Segment Start: DATA SHOWN
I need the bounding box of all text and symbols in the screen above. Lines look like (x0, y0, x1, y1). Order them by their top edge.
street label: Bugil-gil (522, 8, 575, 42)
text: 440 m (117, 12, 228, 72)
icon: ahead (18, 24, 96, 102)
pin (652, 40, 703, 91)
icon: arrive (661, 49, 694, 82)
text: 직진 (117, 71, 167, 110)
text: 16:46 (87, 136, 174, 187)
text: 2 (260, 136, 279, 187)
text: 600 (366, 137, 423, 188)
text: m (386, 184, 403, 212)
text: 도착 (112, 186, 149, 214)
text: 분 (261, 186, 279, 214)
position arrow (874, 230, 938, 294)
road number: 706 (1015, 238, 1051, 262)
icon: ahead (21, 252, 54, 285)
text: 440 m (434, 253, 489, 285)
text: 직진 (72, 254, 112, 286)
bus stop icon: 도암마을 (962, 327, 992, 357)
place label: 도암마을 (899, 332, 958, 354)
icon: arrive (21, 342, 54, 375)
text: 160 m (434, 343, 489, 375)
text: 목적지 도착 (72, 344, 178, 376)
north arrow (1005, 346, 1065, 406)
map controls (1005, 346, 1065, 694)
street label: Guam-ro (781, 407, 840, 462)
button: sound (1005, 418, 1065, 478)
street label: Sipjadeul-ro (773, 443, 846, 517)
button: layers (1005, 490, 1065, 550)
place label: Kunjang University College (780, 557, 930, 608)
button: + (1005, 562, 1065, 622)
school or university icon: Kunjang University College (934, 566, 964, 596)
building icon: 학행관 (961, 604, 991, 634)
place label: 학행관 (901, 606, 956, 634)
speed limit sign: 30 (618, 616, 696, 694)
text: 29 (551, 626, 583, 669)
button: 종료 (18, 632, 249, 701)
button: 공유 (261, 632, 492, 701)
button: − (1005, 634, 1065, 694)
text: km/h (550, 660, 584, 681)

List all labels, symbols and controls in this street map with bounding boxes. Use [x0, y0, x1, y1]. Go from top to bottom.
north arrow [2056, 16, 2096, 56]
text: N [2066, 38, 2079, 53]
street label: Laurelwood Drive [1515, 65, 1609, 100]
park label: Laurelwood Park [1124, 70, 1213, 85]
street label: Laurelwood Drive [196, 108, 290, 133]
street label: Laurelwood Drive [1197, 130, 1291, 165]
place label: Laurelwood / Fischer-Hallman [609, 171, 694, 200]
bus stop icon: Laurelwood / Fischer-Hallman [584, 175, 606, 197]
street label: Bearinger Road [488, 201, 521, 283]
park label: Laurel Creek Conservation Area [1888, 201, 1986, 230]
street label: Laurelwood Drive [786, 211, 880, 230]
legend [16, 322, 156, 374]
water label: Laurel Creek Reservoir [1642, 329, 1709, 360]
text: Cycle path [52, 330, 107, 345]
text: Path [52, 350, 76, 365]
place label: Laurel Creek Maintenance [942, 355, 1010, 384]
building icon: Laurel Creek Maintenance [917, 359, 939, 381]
Segment End: DATA SHOWN
■ TASK BRIEF ■
Say how many of the lines above include the string "building", and give no other words.

■ WRITTEN SOLUTION ■
2